Lenz microphthalmia syndrome ... (Lenz microphthalmia syndrome) - Gen BCOR.
Microphthalmia syndrome Lenz is a disorder characterized by abnormal development of the eye and various other parts of the body. Ocular abnormalities associated with Syndrome Lenz microphthalmia may affect one or both eyes. Signs and symptoms associated with this disease may include microphthalmia, anophthalmia, cataract, nystagmus, coloboma, and increased risk of glaucoma. Often, affected individuals may have abnormalities of the ears, teeth, hands, skeleton and urinary system. Less often, they have heart defects found in affected individuals. Many people will have developmental delays or intellectual disabilities ranging from mild to severe.
This process is due to changes in the BCOR gene, located on the short arm of chromosome X (Xp11.4). This gene encodes a protein known as corepressor BCL6. This protein can not bind to DNA by itself but interacts with other DNA - binding proteins to suppress the activity of certain genes. In this case, the corepressor BCL6 is associated with DNA binding protein encoded from the BCL6 gene. The BCL6 gene plays an important role in the function and survival of certain immune system cells. The BCOR gene is active throughout the body, not only in the immune system. This widespread activity suggests that BCL6 co - repressor has other functions besides its interaction with BCL6 protein. The BCL6 co - repressor appears to play a critical role in early embryonic development, including the formation of the eyes and other tissues and organs. In addition, it is believed that the BCL6 co - repressor may also be involved in the specification of the left and right of the organism in the developing embryo sides.

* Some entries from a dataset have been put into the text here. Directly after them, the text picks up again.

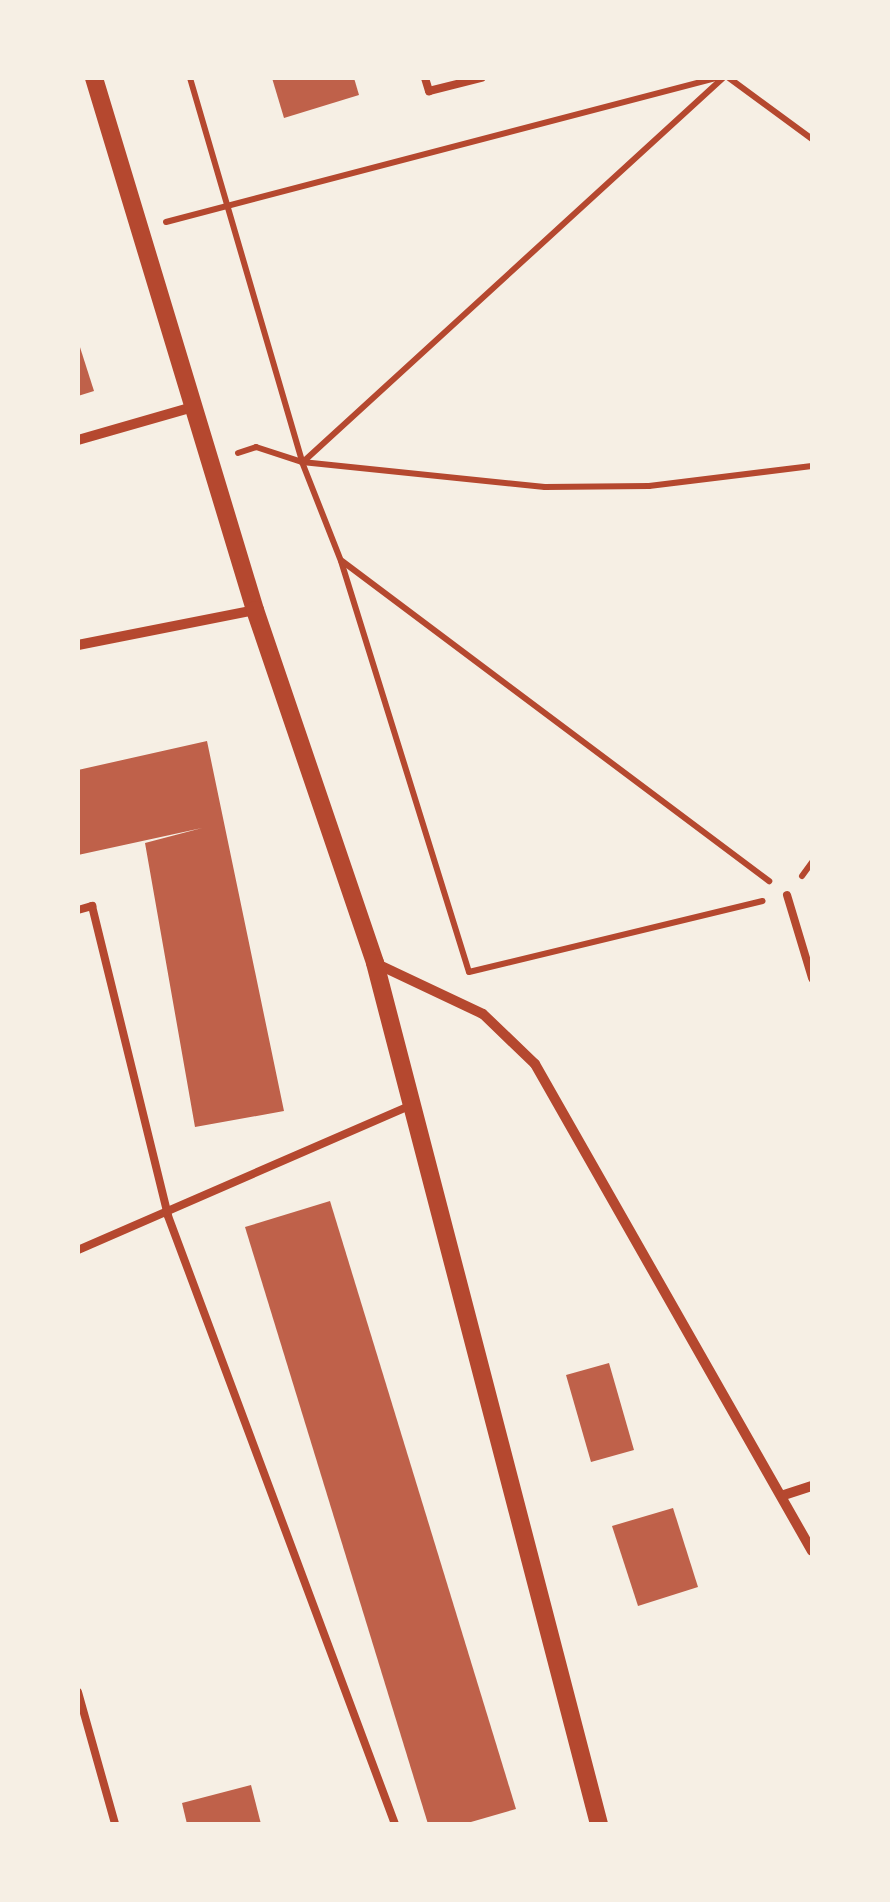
<!DOCTYPE html>
<style>
body{margin:0}
#map{position:relative;width:890px;height:1902px;overflow:hidden;background:#f6efe4;font-family:"DM Sans",sans-serif}
div>[style]{position:absolute}
.building>*{inset:0;background:#bf614a}
.path>*{height:6px;margin:-3px;padding:0 3px;transform-origin:3px;border-radius:3px;background:#b5482f}
.service>*{height:8px;margin:-4px;padding:0 4px;transform-origin:4px;border-radius:4px;background:#b5482f}
.minor>*{height:10px;margin:-5px;padding:0 5px;transform-origin:5px;border-radius:5px;background:#b5482f}
.tertiary>*{height:18px;margin:-9px;padding:0 9px;transform-origin:9px;border-radius:9px;background:#b5482f}
span{translate:-50% -50%;white-space:nowrap;text-align:center;line-height:1.15;-webkit-text-stroke:8px #f6efe4;paint-order:stroke}
.frame{position:absolute;inset:0;border:80px solid #f6efe4;pointer-events:none}
</style>
<div id="map">
<div class="building">
<div style="clip-path:polygon(272px 78px,354px 78px,359px 95px,284px 118px)"></div>
<div style="clip-path:polygon(78px 341px,94px 391px,78px 396px)"></div>
<div style="clip-path:polygon(207px 741px,284px 1111px,195px 1127px,145px 843px,202px 828px,78px 855px,78px 770px)"></div>
<div style="clip-path:polygon(330px 1201px,516px 1809px,464px 1824px,428px 1824px,245px 1227px)"></div>
<div style="clip-path:polygon(609px 1363px,634px 1450px,591px 1462px,566px 1375px)"></div>
<div style="clip-path:polygon(673px 1508px,698px 1587px,638px 1606px,612px 1526px)"></div>
<div style="clip-path:polygon(251px 1785px,261px 1824px,187px 1824px,182px 1803px)"></div>
</div>
<div class="path">
<div style="left:190px;top:78px;width:400px;rotate:73.7deg"></div>
<div style="left:302px;top:462px;width:106px;rotate:68.5deg"></div>
<div style="left:341px;top:561px;width:430px;rotate:72.7deg"></div>
<div style="left:729px;top:78px;width:103px;rotate:36.3deg"></div>
<div style="left:166px;top:222px;width:569px;rotate:-14.67deg"></div>
<div style="left:238px;top:453px;width:19px;rotate:-18deg"></div>
<div style="left:256px;top:447px;width:48px;rotate:18.1deg"></div>
<div style="left:302px;top:462px;width:244px;rotate:5.9deg"></div>
<div style="left:545px;top:487px;width:104px;rotate:-0.6deg"></div>
<div style="left:649px;top:486px;width:164px;rotate:-7deg"></div>
<div style="left:303px;top:462px;width:569px;rotate:-42.44deg"></div>
<div style="left:342px;top:561px;width:534px;rotate:36.85deg"></div>
<div style="left:802px;top:876px;width:17px;rotate:-54deg"></div>
<div style="left:469px;top:972px;width:302px;rotate:-13.6deg"></div>
</div>
<div class="service">
<div style="left:425px;top:78px;width:14px;rotate:73deg"></div>
<div style="left:429px;top:91px;width:54px;rotate:-14deg"></div>
<div style="left:787px;top:895px;width:87px;rotate:73.2deg"></div>
<div style="left:78px;top:910px;width:15px;rotate:-16deg"></div>
<div style="left:92px;top:906px;width:319px;rotate:76.2deg"></div>
<div style="left:168px;top:1216px;width:649px;rotate:69.53deg"></div>
<div style="left:78px;top:1250px;width:364px;rotate:-23.5deg"></div>
<div style="left:78px;top:1692px;width:137px;rotate:74.3deg"></div>
</div>
<div class="minor">
<div style="left:78px;top:440px;width:120px;rotate:-16deg"></div>
<div style="left:78px;top:645px;width:180px;rotate:-11.2deg"></div>
<div style="left:375px;top:963px;width:119px;rotate:25.3deg"></div>
<div style="left:483px;top:1014px;width:72px;rotate:43.9deg"></div>
<div style="left:535px;top:1064px;width:560px;rotate:60.37deg"></div>
<div style="left:784px;top:1495px;width:29px;rotate:-18deg"></div>
</div>
<div class="tertiary">
<div style="left:94px;top:78px;width:556px;rotate:73.16deg"></div>
<div style="left:255px;top:610px;width:373px;rotate:71.2deg"></div>
<div style="left:375px;top:963px;width:890px;rotate:75.42deg"></div>
</div>
<div class="frame"></div>
</div>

It has identified a mutation in the gene in a family BCOR with Lenz microphthalmia syndrome. This mutation changes a single amino acid in the correpressor BCL6, which alters the protein structure. Specifically, the mutation replaces the amino acid proline amino acid leucine at position 85 (Pro85Leu). Because the correpressor BCL6 plays an essential role in the early development, a defective version of the protein disrupts normal eye formation and various other organs and tissues before birth.
This disease is inherited in a recessive X - linked pattern in males, an altered copy of the gene in each cell is sufficient to express the disease. In women, a mutation would have to happen in both copies of the gene for the disease to be expressed. Because it is unlikely that women have two altered copies of this gene, males are affected by X - linked recessive disorders much more frequently than women. A feature of the X - linked inheritance is that fathers can not pass X - linked traits to their sons chromosome. Microphthalmia syndrome Lenz has been identified only in males.
Tests in IVAMI: in IVAMI perform detection of mutations associated with Lenz microphthalmia syndrome by complete PCR amplification of exons BCOR gene, and subsequent sequencing.